Pearl was a very important part of our life. When Peggy and Murray wrote the biography, as you know, they collected a large amount of materials—audio recordings, photographs, videotapes, papers, etc. Years later, Peggy and I talked about making a film using her extensive materials. My thinking was to make the film in Pearl's own voice because we had recordings of her speaking, telling stories, giving interviews, and presenting talks.
PD: Is there any particular message that you think is important and that influenced your decisions as you made the film?
SS: Well, yes. “The Dance Claimed Me” is the only biography of Pearl. I felt we could produce invaluable teaching materials, especially for dance departments, showing who she was and the significance of her history in dance.
PD: What is it about Stan's work or the way he approaches his creative or scholarly work that made him the ideal artist for making this film?

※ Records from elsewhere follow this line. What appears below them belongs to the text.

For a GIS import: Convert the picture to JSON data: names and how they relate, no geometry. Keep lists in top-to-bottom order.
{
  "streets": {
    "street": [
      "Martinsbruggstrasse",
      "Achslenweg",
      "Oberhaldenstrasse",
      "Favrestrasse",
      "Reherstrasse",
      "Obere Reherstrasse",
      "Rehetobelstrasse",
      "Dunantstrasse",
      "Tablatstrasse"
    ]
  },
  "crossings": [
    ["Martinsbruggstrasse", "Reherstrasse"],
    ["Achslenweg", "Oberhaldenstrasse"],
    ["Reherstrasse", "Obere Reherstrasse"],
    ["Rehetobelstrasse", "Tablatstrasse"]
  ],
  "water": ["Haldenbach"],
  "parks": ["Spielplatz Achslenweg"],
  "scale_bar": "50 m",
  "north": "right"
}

Murray Schwartz: We had known Stan’s other films and thought that his plan to create an homage to Pearl was a fine idea, one that would make the best use of the material Peggy had collected but hadn't been put into creative form. So, we were really quite happy about his idea of making a film—an audiovisual record that would not necessarily follow the biography but would celebrate her achievements over a very long period of time.
Peggy Schwartz: And I was just thrilled. I had several cartons full of videotapes, DVDs, recordings, records, all sorts of material, audio and visual. And there were others approaching me to do some sort of documentary, but they weren't people who had immediate connections. We were warm friends with Stan and Marjorie through Pearl, and when Stan said that he wanted to do an homage for Pearl, I said, "Oh, hallelujah." I knew that was the way to go and just couldn't wait to get all the wonderful material to Stan. That was the beginning of the collaboration.
PD: So, Stan, you had boxes and boxes of material. In the making of the film, what central theme or idea did you use to discern what was going to be used or not?
SS: This was the most difficult process, because the material was quite extensive, diverse, and of varying qualities. I spent weeks sifting through the material to determine what would be usable. What were the themes that we could tie together here? I didn't want the film to range over everything. It needed to have a tight focus. I was thinking that perhaps Pearl’s work in Africa should be the focus. Maybe there are three or four films here, each about 20 to 40 minutes, that would form a series.
In the end, I decided we could make a single film that would speak about her beginnings, how she got into dance, explore some of her thinking along the way, add some commentary by other people, and include footage of some of her most famous dances.
PD: In looking at the film, you can see granular elements of some of the original material. What techniques did you use for enhancing the quality of the material?
SS: I had to digitize the videotapes. To improve the quality, I did apply some sharpening here or there, but all that grain and the noise is integral. I did quite a bit of work on the black and white footage that Pearl filmed in Africa. I enhanced the tones, added contrast, and made a very overexposed sequence viewable. Some sections were completely faded out, and I was able to bring back some detail. Those films from Africa are amazing and invaluable.
PD: Sometimes that adds some good archival relevance.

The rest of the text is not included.